The special effects are adequate, and would certainly look good enough on a 1979 ‘glowing Sony’ monitor of 19 or 21 inches. It’s clear that expert Wally Veevers has an okay miniature for a few shots but elsewhere must make do by animating flat artwork to depict the ship under steam. Veevers was for most of his career a make-do specialist on cheap UK films, and does well futzing spectacular shots out of little or nothing. Some color angles of the huge boat sticking out of the water are quite good, but others fail to convince, and still others are tinted B&W stock shots from — two guesses — A Night to Remember. The final verdict is that this version’s effects are not the best.
The production took a camera to some real icy waters somewhere, where real fields of icebergs were floating. This becomes more than a little odd when the Carpathia picks up survivors amid enough ice for Little Eva or Lilian Gish to hop, skip and jump to the nearest dry land. True, we don’t expect realism and staggering spectacle like that delivered in the huge hit Titanic ’97 . S.O.S. Titanic filmed extensively on the Queen Mary docked in Long Beach, but used a grand stairway and a dining salon found on dry land in London. An industrial location stands in for the engine spaces. We don’t mind the modest production values but we do chafe a bit at all the interrupted character storylines.

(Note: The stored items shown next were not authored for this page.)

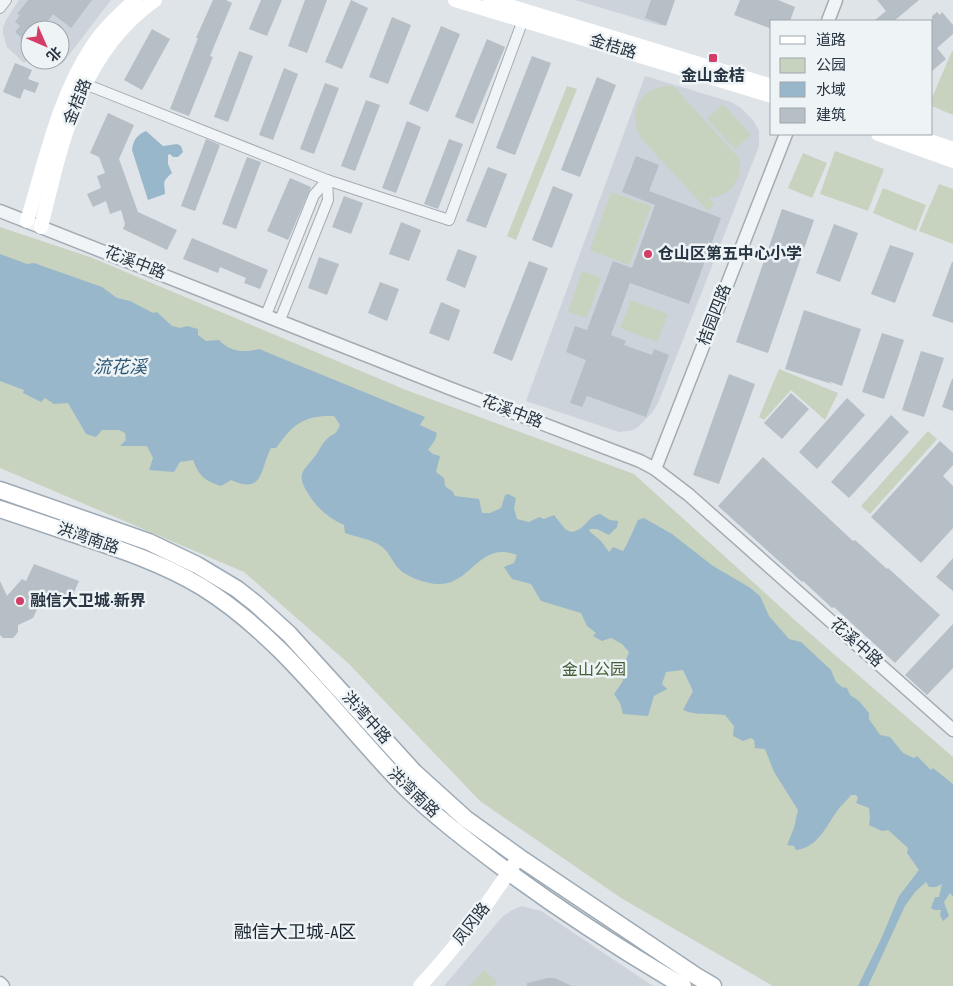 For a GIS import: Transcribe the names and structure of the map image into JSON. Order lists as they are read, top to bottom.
{
  "streets": {
    "main road": [
      "金桔路",
      "洪湾南路",
      "洪湾中路",
      "凤冈路"
    ],
    "street": ["花溪中路", "桔园四路"]
  },
  "crossings": [
    ["金桔路", "花溪中路"],
    ["花溪中路", "桔园四路"],
    ["洪湾南路", "凤冈路"],
    ["洪湾中路", "凤冈路"]
  ],
  "districts": ["融信大卫城-A区"],
  "water": ["流花溪"],
  "parks": ["金山公园"],
  "places": {
    "transit": ["金山金桔"],
    "other": ["仓山区第五中心小学", "融信大卫城·新界"]
  },
  "legend": [
    "道路",
    "公园",
    "水域",
    "建筑"
  ],
  "north": "bottom right"
} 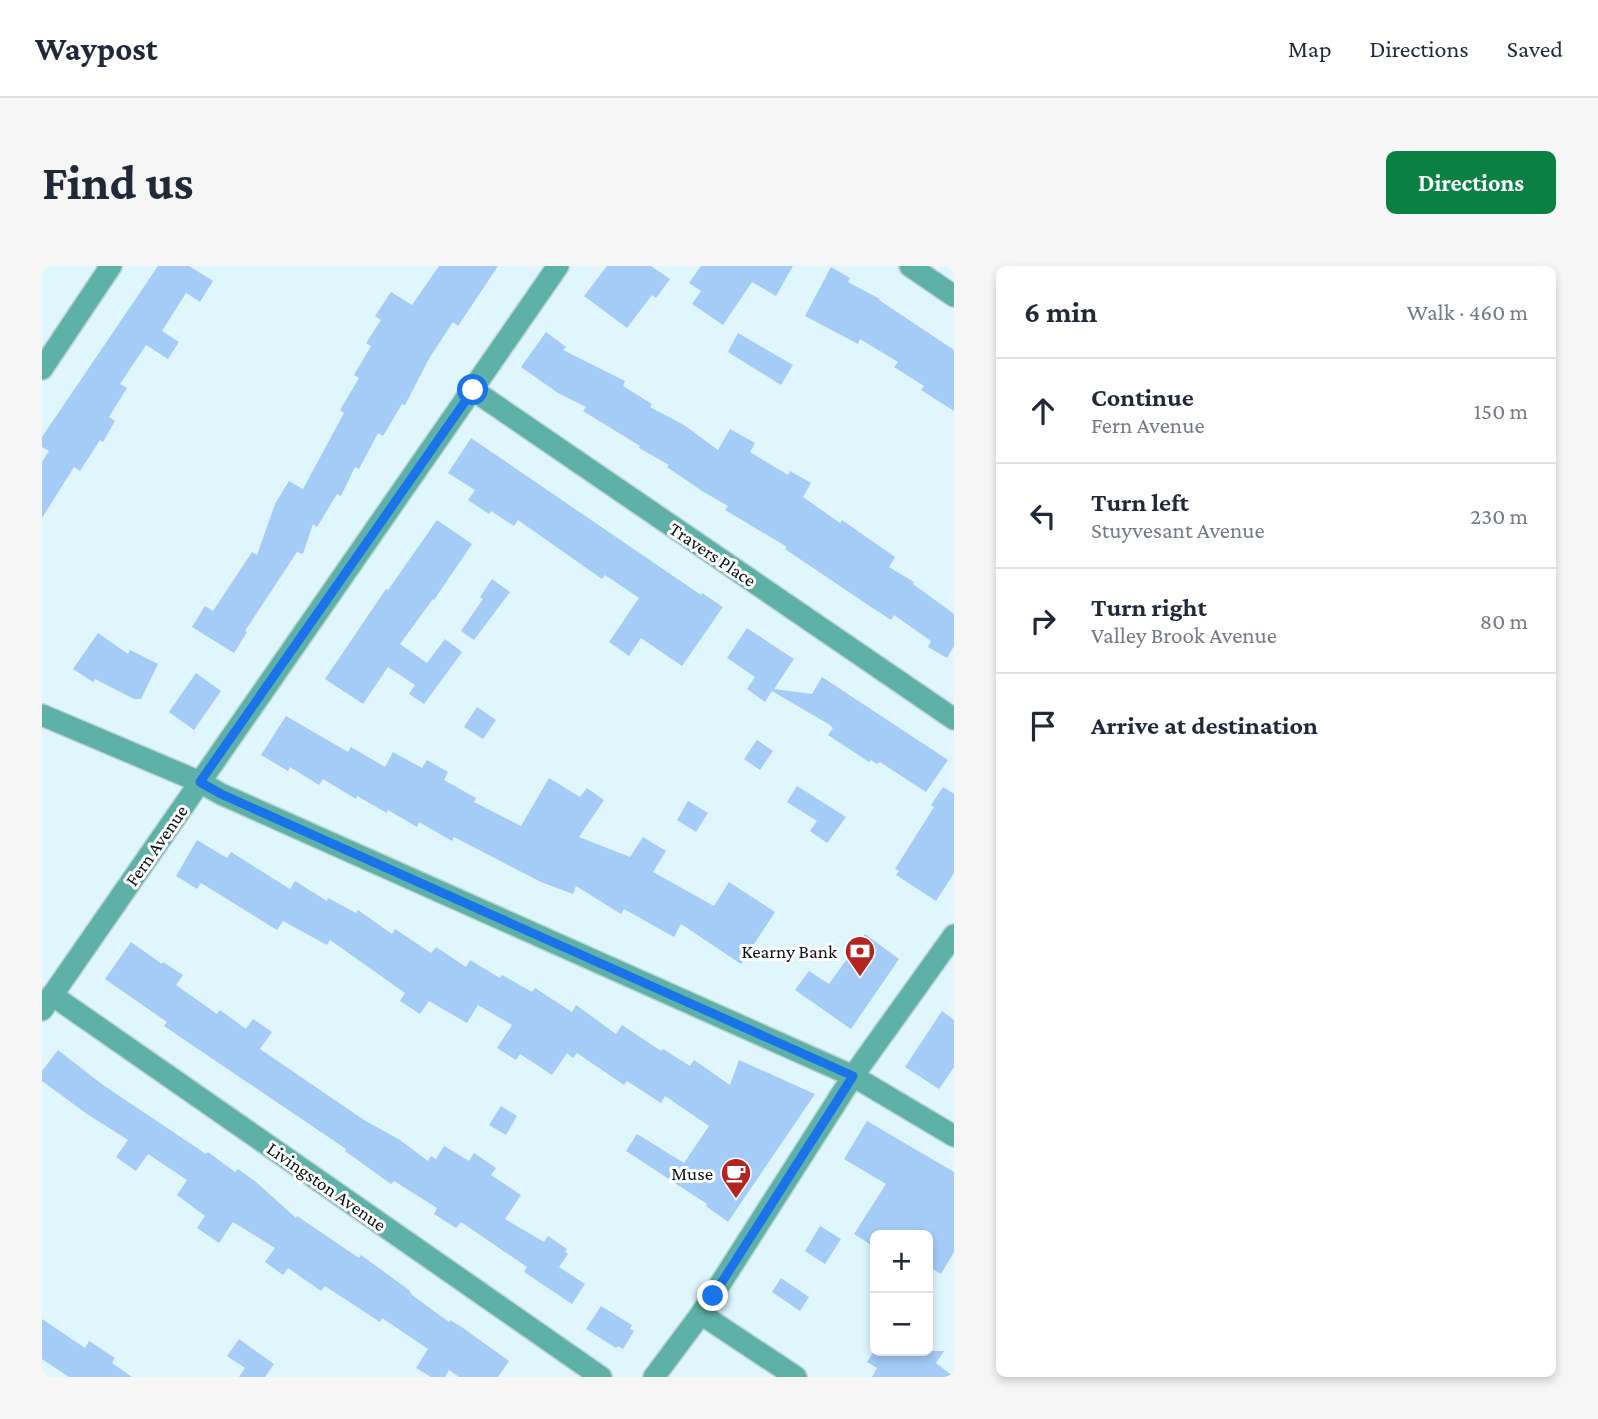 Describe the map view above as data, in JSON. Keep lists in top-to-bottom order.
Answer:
{
  "streets": {
    "street": ["Travers Place", "Fern Avenue", "Livingston Avenue"]
  },
  "crossings": [
    ["Travers Place", "Fern Avenue"],
    ["Fern Avenue", "Livingston Avenue"]
  ],
  "places": {
    "bank": ["Kearny Bank"],
    "cafe": ["Muse"]
  },
  "page": {
    "header": "Waypost",
    "nav": ["Map", "Directions", "Saved"],
    "buttons": "Directions",
    "title": "Find us",
    "heading": ["6 min", "Walk · 460 m"],
    "list": [
      ["Continue", "Fern Avenue", "150 m"],
      ["Turn left", "Stuyvesant Avenue", "230 m"],
      ["Turn right", "Valley Brook Avenue", "80 m"],
      "Arrive at destination"
    ],
    "map_buttons": ["+", "−"]
  }
}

So let’s do a steamship versus iceberg scoresheet of all five filmic contenders. Nazi Josef Goebbels’ 1943 version Titanic is quite good for a bald-faced distortion, using the ship to represent corrupt and greedy England’s lack of concern for human decency. The only reasonable man on the bridge is a German officer, and the disaster exposes the millionaires’ cheap affairs and capitalist thievery for all to see. The director gives us smart storytelling and vibrant characters; he unfortunately encountered political (cough) problems that led to his death soon afterwards.
Fox’s very entertaining 1953 Titanic directed by John Negulesco fixates on a single estranged couple (Clifton Webb & Barbara Stanwyck) and builds to a fine emotional boil. Writer Charles Brackett, himself recently estranged from Billy Wilder, drops the politics to make the central conflict a dispute between stuffy English manners and the more natural American way that Stanwyck wants her daughter to grow up with. A couple of shots of the ship under steam appear to have come from the German version.

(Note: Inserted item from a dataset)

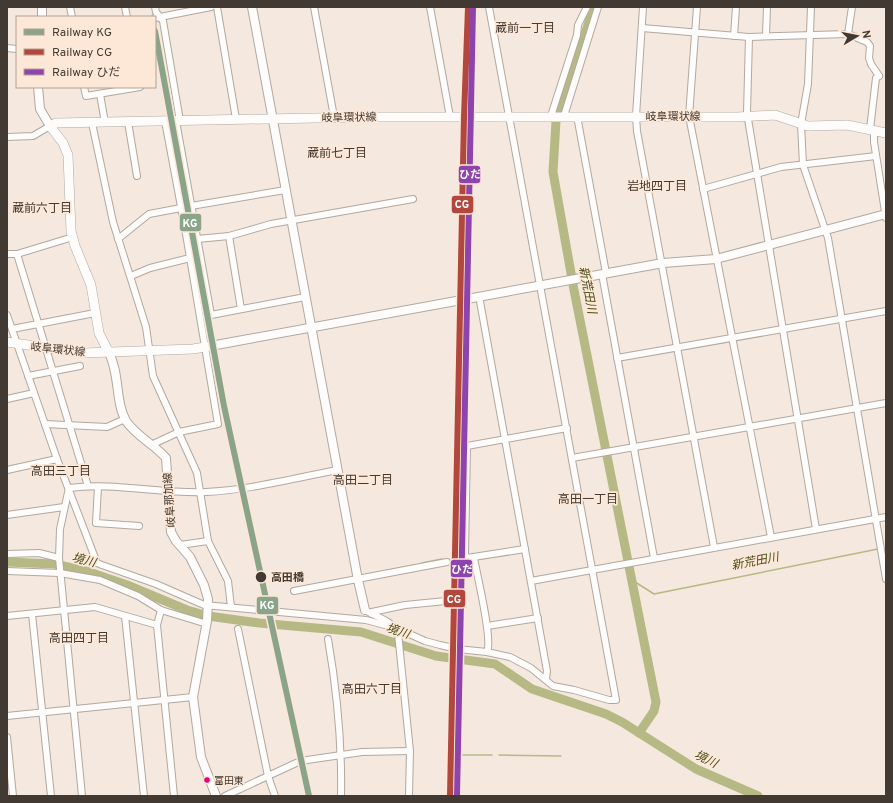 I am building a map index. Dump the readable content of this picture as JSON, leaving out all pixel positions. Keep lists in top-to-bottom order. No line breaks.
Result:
{"streets":{"main road":["岐阜環状線"],"street":["岐阜那加線"]},"crossings":[["岐阜環状線","岐阜那加線"]],"districts":["蔵前一丁目","蔵前七丁目","岩地四丁目","蔵前六丁目","高田三丁目","高田二丁目","高田一丁目","高田四丁目","高田六丁目"],"water":["新荒田川","境川"],"places":["高田橋","富田東"],"lines":["rail line CG","rail line ひだ","rail line KG"],"legend":["Railway KG","Railway CG","Railway ひだ"],"north":"right"}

The all hands down winner is A Night to Remember. Eric Ambler’s expert script manages to juggle 1,001 details, keep the politics in check, and not lose track of what must be seventy speaking roles. Taken from the novel by Walter Lord, it uses first officer Lightoller (Kenneth More) as a main character. It’s absolutely riveting, and the only one of the four pre-CGI versions that communicates the awesome horror of the a disaster in a comprehensive manner.
I’ve pretty much forgiven the sins of the 1997 James Cameron blockbuster, a movie so successful and popular that to openly dislike it became a social crime, even for a film critic as esteemed as Kenneth Turan. If one forgets the inane plot, the oversold present-day wraparound section and absolutely insulting central characters, just following the physical experience of what the sinking might have been like is genuinely chilling. Cameron steals a story idea from Josef Goebbels (now there’s a first) and has the temerity to make David Warner engage in a running gun battle as the ship goes down. Of course the sinking scenes were staggeringly good on a big screen, and still look good on a video monitor (there’s an okay 3-D version as well).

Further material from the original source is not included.